Number of non-identity elements of order $2$ in this set. (Related to abelian group of order $34.$) This question was asked in a bachelor exam for which I am preparing and I was unable to solve it.

Let $G$ be an abelian group of order $34$ and $S=\{ g \in G \mid g=g^{-1}\}$ . Then what is the  number of non- identity elements in $S$?

I used sylow theorem: There is $1$ sylow subgroup of order $17$ and $17$ sylow subgroups of order $2$ but $17$ is not the answer ( I'm not even close!) .
What is wrong in my approach?

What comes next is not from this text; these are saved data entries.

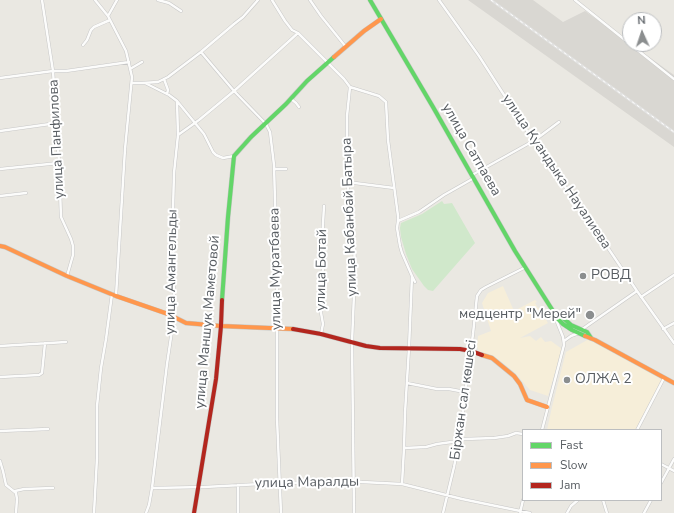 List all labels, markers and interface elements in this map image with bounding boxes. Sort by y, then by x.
north arrow [622,12,662,52]
text: N [637,13,646,28]
street label: улица Панфилова [45,79,69,199]
street label: улица Куандыка Науалиева [498,91,614,253]
street label: улица Сатпаева [438,101,504,199]
street label: улица Кабанбай Батыра [339,137,361,297]
street label: улица Муратбаева [267,208,285,330]
street label: улица Амангельды [163,209,181,335]
street label: улица Ботай [313,229,331,311]
street label: улица Маншук Маметовой [192,235,224,409]
place label: РОВД [591,268,631,284]
marker: РОВД [578,271,588,281]
place label: медцентр "Мерей" [459,307,581,323]
marker: медцентр "Мерей" [584,309,596,321]
street label: Біржан сал көшесі [447,339,481,461]
place label: ОЛЖА 2 [575,372,632,388]
marker: ОЛЖА 2 [562,375,572,385]
legend [522,429,662,501]
text: Fast [560,437,583,453]
text: Slow [560,457,588,473]
street label: улица Маралды [255,474,359,492]
text: Jam [560,477,581,493]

Can you please tell?
 A: In a finite abelian group $G$, there's only one $p$ Sylow subgroup for all $p$. This follows from the Sylow theorems: all $p$ Sylow subgroups are conjugate, but in an abelian group, conjugation doesn't do anything. Thus an abelian group of order $34=2 \cdot 17$ will have one $2$-Sylow subgroup and hence one non-identity element $g \in G$ satisfying $g=g^{-1}$.
A: Hint: Since $\lvert G\rvert=34=17\times 2$, by the classification theorem for groups of order $2p$ for prime $p$ greater than two,${}^\dagger$ we have that either $G\cong \Bbb Z_{2p}$ or $G\cong D_p$, the dihedral group of order $2p$. (Let $p=17$.)
But $G$ is abelian, so . . .

$\dagger$: Theorem 7.3 of Gallian's "Contemporary Abstract Algebra (Eighth Edition)".
A: By the classification theorem for finite abelian groups, $G$ is cyclic of order 34. A finite cyclic group of order $n$ has exactly one subgroup of order $d$ for any $d\mid n$, so there is exactly one subgroup of order two. Since any element of order two generates a subgroup of order two, there is precisely one such element. So there are two elements with $g=g^{-1}$: the identity and the unique element of order two.